Ieri
sono andato a ballare al Lux, nuovissimo club nel nuovissimo
frankenstein polivante che è il centro di Kamppi (che ospita la stazione
degli autobus regionali, un centro commerciale, un multisala,
ristoranti, locali e trendissimi appartamenti).
Un’amica
di Perugia ha lasciato il ristorante *** a Kamppi, dove lavorava come
cameriera, e gli ex colleghi le hanno organizzato una festa d’addio al
Lux, o, come mi verrebbe da dire, al Dux, sebbene non vapori atmosfere
littorie tutte linoleum e piallacci in noce, ma vanti un lusso austero,
fondato su superficie e volumi squadrati neri, che ben poco hanno di
nostalgico (di nostalgico c’è il raffinato ristorante Lasi Palatsi, in
bilico tra il costruttivismo mel’nikoviano e il décor stalinista; squisita la zuppa di salmone).
Prima
di salire al Lux, dove ci aspetta una saletta riservata rifornita di
spumante catalano e vodka svedese, ci fermiamo a bere un biccherino di
grappa d’amarone al *** (il cui proprietario è un ricchissimo ebreo
finlandese).
Della serata voglio schizzare solo la descrizione di tre personaggi.
Il
primo è il capo-cuoco e manager del ***. Romano di Ostia, porta il nome
di un re persiano. Maneggione di bassa lega e di mezz'età, ventruto,
concepisce i rapporti umani solo secondo le categorie del sesso e del
denaro; ha il pregio (forse derivato dall’alcool) di lasciarsi uscire di
bocca tutta la pochezza che i suoi due neuroni intirizziti riescono a
produrre. A fine serata l'ho visto accapigliarsi per questioni d'onore
(forse qualcuno aveva osato dargli uno spintone).
Il
secondo personaggio è un cuoco del ***. Italiano di non so dove, porta
il nome di un paladino ariostesco. Mi si presenta come cuoco e come
ginecologo, sfoderandomi il sorriso di chi la sa lunga, ma molto lunga. Coetaneo
del capo-cuoco, lampadatissimo, veste una camicia bianca sotto
un completo gessato; la camicia è ovviamente sbottonata fino all’inizio
della panza (cavezza d’oro rosso e pelame bianco ne vengono fuori).

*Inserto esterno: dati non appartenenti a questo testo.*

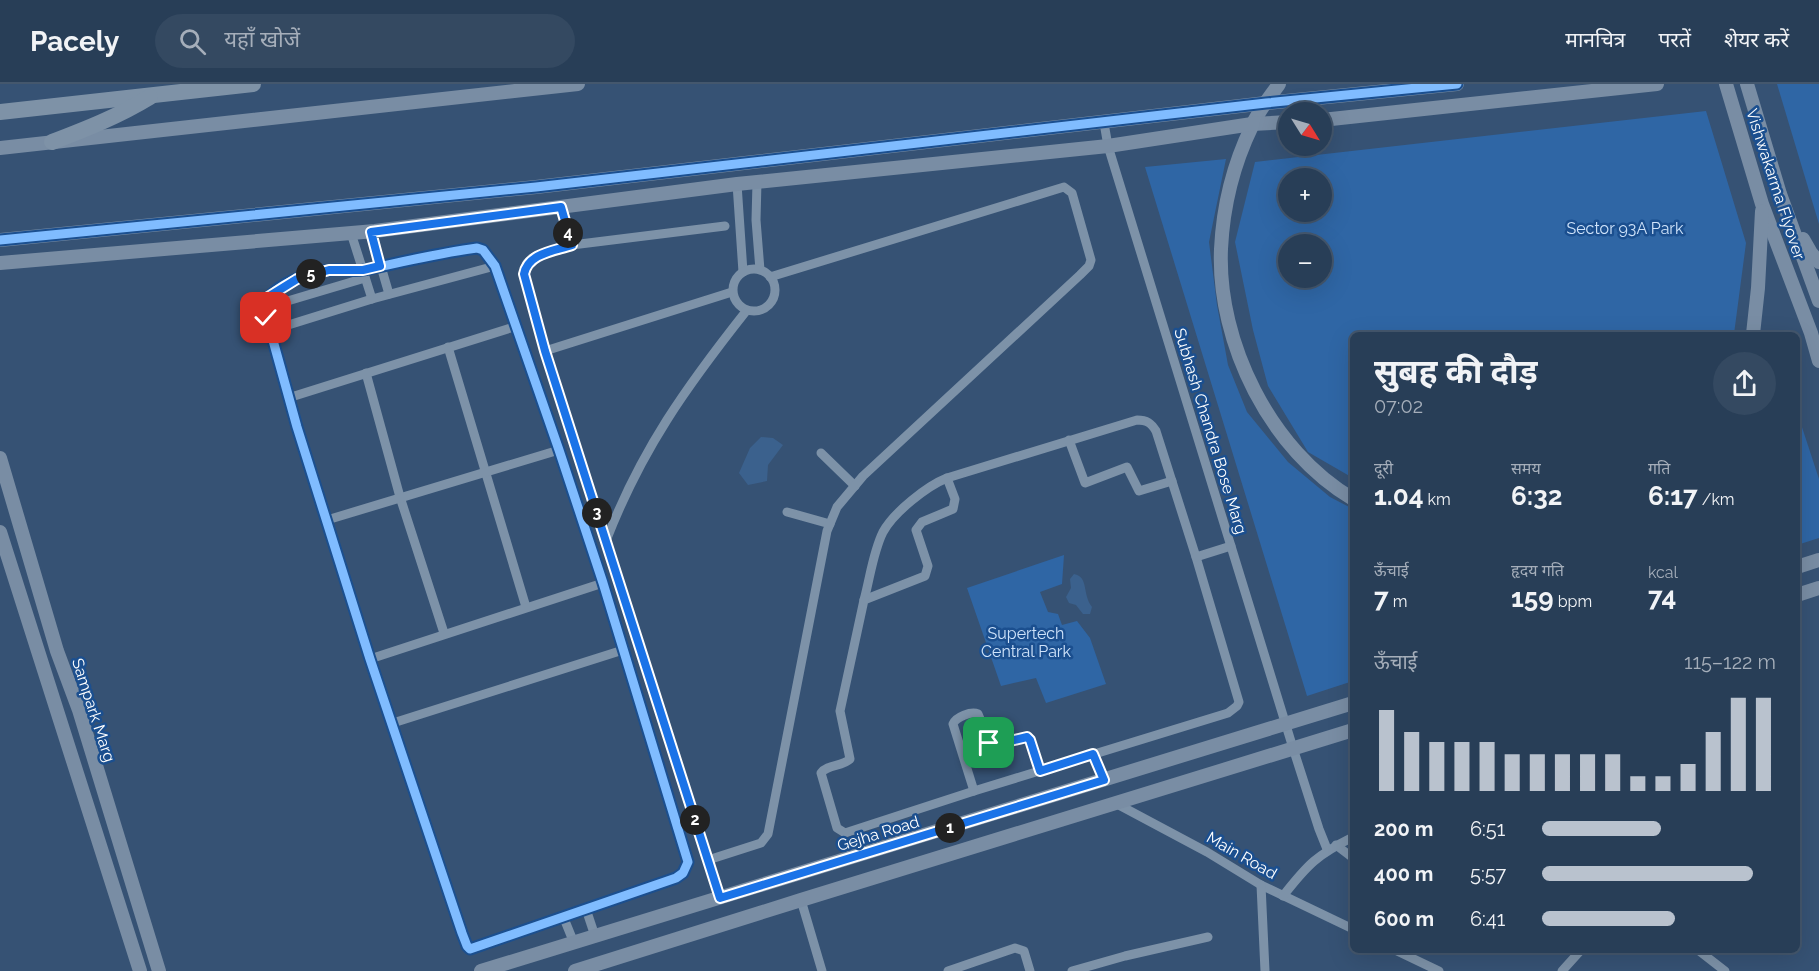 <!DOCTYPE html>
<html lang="hi">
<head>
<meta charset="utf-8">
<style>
	body { margin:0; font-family:Raleway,"Noto Sans Devanagari",sans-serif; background:#344961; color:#f1f3f6; height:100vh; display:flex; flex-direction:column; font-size:22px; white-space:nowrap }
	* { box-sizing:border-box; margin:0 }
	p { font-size:20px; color:#a5aeba }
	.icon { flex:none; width:33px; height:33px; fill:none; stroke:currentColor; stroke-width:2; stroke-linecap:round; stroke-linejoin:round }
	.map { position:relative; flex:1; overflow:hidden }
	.side { position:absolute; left:1350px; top:248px; width:450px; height:621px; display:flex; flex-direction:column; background:#283e57; border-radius:9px; box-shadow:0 6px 24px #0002,0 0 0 2px #44576d }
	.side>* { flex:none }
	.needle { width:39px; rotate:127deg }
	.tools { position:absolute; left:1278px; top:18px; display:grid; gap:12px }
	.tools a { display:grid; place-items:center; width:54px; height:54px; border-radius:50%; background:#283e57; box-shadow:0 6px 24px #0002,0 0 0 2px #44576d; font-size:30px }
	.pin { position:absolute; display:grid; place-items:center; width:51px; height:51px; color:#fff; margin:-26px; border-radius:12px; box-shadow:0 3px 9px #0006 }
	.km { position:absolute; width:30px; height:30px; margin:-15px; border-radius:50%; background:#222; color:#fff; font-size:16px; line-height:30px; text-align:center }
	.round { display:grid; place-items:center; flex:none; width:63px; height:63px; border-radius:32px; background:#344961 }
	.headline { display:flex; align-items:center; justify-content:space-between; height:102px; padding:0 24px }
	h1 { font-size:33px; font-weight:700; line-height:45px }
	.figures { display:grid; grid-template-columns:repeat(3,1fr); gap:9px; height:102px; padding:6px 24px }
	.figures div { display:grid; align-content:center }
	.figures b { font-size:26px; font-weight:700 }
	.figures small { font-size:16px; font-weight:400 }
	.figures p { font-size:16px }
	.chart { height:168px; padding:12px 24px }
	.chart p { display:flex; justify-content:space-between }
	.chart svg { width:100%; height:108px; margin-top:6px; stroke:#b9c2ce; stroke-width:6 }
	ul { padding:0 24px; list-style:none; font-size:20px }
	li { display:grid; grid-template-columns:96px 72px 1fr; align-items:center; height:45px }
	li i { height:15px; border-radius:8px; background:#b9c2ce }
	header { display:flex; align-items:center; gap:36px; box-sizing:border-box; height:84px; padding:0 30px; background:#283e57; border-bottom:2px solid #44576d }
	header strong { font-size:28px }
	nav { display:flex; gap:33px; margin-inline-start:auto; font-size:21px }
	.search { width:420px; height:54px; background:#344961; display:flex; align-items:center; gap:15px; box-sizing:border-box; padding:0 21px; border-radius:33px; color:#a5aeba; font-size:22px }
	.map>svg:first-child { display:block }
</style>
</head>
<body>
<header>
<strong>Pacely</strong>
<div class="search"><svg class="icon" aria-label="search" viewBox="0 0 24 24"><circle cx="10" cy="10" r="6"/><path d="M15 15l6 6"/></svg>यहाँ खोजें</div>
<nav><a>मानचित्र</a><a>परतें</a><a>शेयर करें</a></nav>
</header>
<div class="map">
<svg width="1819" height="887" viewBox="0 0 1819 887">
	<rect width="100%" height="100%" fill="#365274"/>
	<g fill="#2f66a5" fill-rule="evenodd">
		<path d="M1777,0H1819V140Z"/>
		<path d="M1706,27L1746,159L1734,250H1353V394L1308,368L1268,302L1253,246L1235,158L1255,78ZM1288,94H1322V128H1288ZM1322,160V194H1288V160Z"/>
		<path d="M1226,75L1209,158L1217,221L1228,281L1247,328L1288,378L1330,413L1353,425V597L1307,612L1145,83Z"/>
		<path d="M1797,328L1819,395V454L1797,461Z"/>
		<path d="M1064,471L1062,500L1040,508L1048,528L1058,530L1062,541L1077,537L1090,554L1106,600L1046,619L1036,594L1001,602L967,504Z"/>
	</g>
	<g fill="#3b618d">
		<path d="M761,353L773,354L783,361L768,381L767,397L748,401L739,389L750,364Z"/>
		<path d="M1074,490C1089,493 1082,510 1092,523L1090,530H1083L1076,521L1069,519L1066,513L1071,504L1070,495Z"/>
	</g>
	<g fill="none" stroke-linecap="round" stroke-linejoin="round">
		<g stroke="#7d92a8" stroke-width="9">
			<path d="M1104,39L1108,62L1293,664L1319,745L1327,765"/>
			<path d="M757,98L756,136L760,186"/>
			<path d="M737,100L743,188"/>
			<path d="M561,123L572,161"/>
			<path d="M371,148L389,210"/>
			<path d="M351,149L372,215"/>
			<path d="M477,164L483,166L495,182L559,366L603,499L688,778L683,789L676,794L470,865L467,862L462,849L370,575L297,343L264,224C268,201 312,187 332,186C343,185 354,188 364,186C402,178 439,169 477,164Z"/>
			<circle cx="754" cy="206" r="21"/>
			<path d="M264,224L365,194"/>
			<path d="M269,247L372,215L495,182"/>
			<path d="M448,263L526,523"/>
			<path d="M545,267L732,208"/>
			<path d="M366,289L400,413L444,549"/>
			<path d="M288,314L517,242"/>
			<path d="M1137,336C1147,336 1151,339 1156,347L1196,473L1239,618L1237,622L1228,629L974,707L845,749L837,744L821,689C828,680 842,683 850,675L840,627L864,516L925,492L928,482L916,446L922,438L953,425L955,415L947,394Z"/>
			<path d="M1069,356L1085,399L1127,383L1139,407L1172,397"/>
			<path d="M821,369L855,402"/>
			<path d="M787,428L830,440"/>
			<path d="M327,436L559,366"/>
			<path d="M606,457C641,366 686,303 747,226"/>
			<path d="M1196,473L1231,462"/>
			<path d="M864,516C870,494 873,468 883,448C894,428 927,402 947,394"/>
			<path d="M370,575L603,499"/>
			<path d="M393,639L623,566"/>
			<path d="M1093,670L1104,696"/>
			<path d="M974,707L953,640C956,633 971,627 978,630L991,661L1023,653L1029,654L1040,687"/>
			<path d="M1117,720L1207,768L1261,801L1353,845"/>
			<path d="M1336,761L1353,774"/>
			<path d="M708,776L761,759L768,750L827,447L837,423L863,392L1080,191L1089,182L1091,176L1072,109L1064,103L770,193"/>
			<path d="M1261,801L1265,887"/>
			<path d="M1283,812C1308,780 1317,771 1353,753"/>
			<path d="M720,814L545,267L524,190L527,179L532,174L572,161L725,142"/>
			<path d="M801,816L822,887"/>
			<path d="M586,825L595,852"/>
			<path d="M563,832L574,859"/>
			<path d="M1395,866L1439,887"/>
			<path d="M1698,866L1725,887"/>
			<path d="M948,887L1015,864L1024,867L1030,887"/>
			<path d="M1072,887L1125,872L1208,853"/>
			<path d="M1562,887L1581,866"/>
		</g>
		<g stroke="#798da4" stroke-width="14">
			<path d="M1279,0C1270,13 1258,27 1252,42C1234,79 1223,123 1221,165C1217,259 1271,367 1353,415"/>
			<path d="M1726,0L1762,120L1811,249L1819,277"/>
			<path d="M1747,0L1780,110L1819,217"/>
			<path d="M1322,36L1657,0"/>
			<path d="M0,64L578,0"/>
			<path d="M1803,155L1811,169L1819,178"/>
			<path d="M0,156L536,103L1266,19L1457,0"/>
			<path d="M0,179L375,147L737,100L1108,62L1252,40L1288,38"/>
			<path d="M1753,250L1758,204L1762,127"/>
			<path d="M0,374L57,567L79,626L159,887"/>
			<path d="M0,448L140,887"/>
			<path d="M1797,483L1819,476"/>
			<path d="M1797,511L1819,504"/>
			<path d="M481,887L1353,619"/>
			<path d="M575,887L801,816L1353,646"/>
		</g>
		<g stroke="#7e92a7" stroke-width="16">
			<path d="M0,28L253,0"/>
			<path d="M52,58C86,45 119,32 150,13"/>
		</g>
		<defs>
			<g id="cycleway">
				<path d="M0,156L536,103L1266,19L1457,0"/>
				<path d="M477,164L483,166L495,182L559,366L603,499L688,778L683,789L676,794L470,865L467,862L462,849L370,575L297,343L264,224C268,201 312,187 332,186C343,185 354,188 364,186C402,178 439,169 477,164Z"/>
			</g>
		</defs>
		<use href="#cycleway" stroke="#1b4f8f" stroke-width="13"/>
		<use href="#cycleway" stroke="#80bcff" stroke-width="9"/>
	</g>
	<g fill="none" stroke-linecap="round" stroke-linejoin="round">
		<defs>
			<path id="route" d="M266,234L264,224L268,213L297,195L329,186H363L380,182L371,148L561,123L572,161C555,167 528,169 524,190L545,267L720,814L1104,696L1093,670L1040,687L1030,656L1027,653L993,661L989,659"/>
		</defs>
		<use href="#route" stroke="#fff" stroke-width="12"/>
		<use href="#route" stroke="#1a73e8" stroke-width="8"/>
	</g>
	<g text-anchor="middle" stroke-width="5" stroke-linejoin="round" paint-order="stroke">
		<g font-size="16" fill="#fff" stroke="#1b4f8f">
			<text transform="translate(1776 100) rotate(72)" y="6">Vishwakarma Flyover</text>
			<text transform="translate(1211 347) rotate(73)" y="6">Subhash Chandra Bose Marg</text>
			<text transform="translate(94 626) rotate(72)" y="6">Sampark Marg</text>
			<text transform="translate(878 749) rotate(-17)" y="6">Gejha Road</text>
			<text transform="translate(1242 771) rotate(30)" y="6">Main Road</text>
		</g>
		<g font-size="16" fill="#cfe3fa" stroke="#1b4f8f">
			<text x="1625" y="150">Sector 93A Park</text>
			<text x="1026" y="555">Supertech<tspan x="1026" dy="18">Central Park</tspan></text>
		</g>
	</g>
</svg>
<div class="tools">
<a><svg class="needle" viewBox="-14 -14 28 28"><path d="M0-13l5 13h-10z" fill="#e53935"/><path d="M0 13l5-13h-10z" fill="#a5aeba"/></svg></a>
<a>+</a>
<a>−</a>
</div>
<div class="pin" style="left:989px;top:659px;background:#1e9e55"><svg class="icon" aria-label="arrive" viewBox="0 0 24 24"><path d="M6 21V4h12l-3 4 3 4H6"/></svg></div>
<div class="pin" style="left:266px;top:234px;background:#d93025"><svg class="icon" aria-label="check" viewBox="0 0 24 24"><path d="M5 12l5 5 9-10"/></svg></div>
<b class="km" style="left:950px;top:744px">1</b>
<b class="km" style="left:695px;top:736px">2</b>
<b class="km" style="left:597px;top:429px">3</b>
<b class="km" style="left:568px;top:149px">4</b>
<b class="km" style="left:311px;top:190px">5</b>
<section class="side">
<div class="headline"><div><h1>सुबह की दौड़</h1><p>07:02</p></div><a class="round"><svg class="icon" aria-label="share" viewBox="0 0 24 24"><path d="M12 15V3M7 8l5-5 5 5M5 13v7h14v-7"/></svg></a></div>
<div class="figures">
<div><p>दूरी</p><b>1.04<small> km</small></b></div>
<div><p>समय</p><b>6:32</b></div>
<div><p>गति</p><b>6:17<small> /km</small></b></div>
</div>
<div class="figures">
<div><p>ऊँचाई</p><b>7<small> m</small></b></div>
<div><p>हृदय गति</p><b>159<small> bpm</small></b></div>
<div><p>kcal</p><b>74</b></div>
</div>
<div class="chart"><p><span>ऊँचाई</span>115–122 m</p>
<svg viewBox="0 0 160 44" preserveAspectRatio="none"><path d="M5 44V11M15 44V20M25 44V24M35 44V24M45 44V24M55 44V29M65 44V29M75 44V29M85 44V29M95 44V29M105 44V38M115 44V38M125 44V33M135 44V20M145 44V6M155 44V6"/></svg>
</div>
<ul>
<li><b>200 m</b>6:51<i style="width:51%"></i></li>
<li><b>400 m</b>5:57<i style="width:90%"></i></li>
<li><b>600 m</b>6:41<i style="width:57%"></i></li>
</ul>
</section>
</div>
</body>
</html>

Presumo che abbia solo un neurone, perchè pare declinare il mondo solo
secondo la categoria del sesso (del “basta che respira”, per essere
esatti), cosa che lo mette un gradino sotto al capo-cuoco nella
ripidissima scala dell’evoluzione umana.
Il
terzo personaggio è un cameriere del ***. Bolognese, porta un nome dal
sapore virgiliano. Ventenne all’inizio degli anni ‘70, lascia Bologna
per Londra e poi per Amsterdam, dove conosce la Finlandese che diverrà
la madre di sua figlia e (ora) ex moglie. Rimane ad Amsterdam sei anni e
poi si trasferisce a Helsinki, dove vive da più di tre lustri.
Se non fosse per la figlia dodicenne, se ne andrebbe da Helsinki. Aspetta che raggiunga la maggiore età. Mi
parla di un amico dei bei tempi di Londra, che si è trasferito in
California, mentre lui sceglieva Amsterdam; mi dice che è ancora in
contatto con questo amico che gli rinnova continuamente l’invito ad
andare a lavorare da lui. Si vede che è insoddisfatto. Che è solo.
Il
Bolognese è un bell'uomo: alto, ben proporzionato, fisico
asciuttissimo, veste con disinvoltura abiti giovanili. Di animo molto
più sensibile degli altri due, mi parla con una cantilena di una
tristezza portoghese.
Provo immensa pietà per quest’uomo.
Anche
per il capo-cuoco e il cuoco provo pietà, superiore persino al fastidio
di dover sopportare la loro volgarità. Mi communove il loro squallore
senza possibilità di redenzione, accecato dall'avanzare inesorabile
degli anni. Mi paiono dei pulcinella condannati al supplizio di Tantalo,
condannati a viziare con il loro laidume anche la nobiltà della caduta.
Non riesco a riderne. Non riesco a ridere dei loro fauneschi e
frustrati approcci verso fresche biondine, non riesco a ridere dei loro
ripieghi strategici verso stagionate biondone.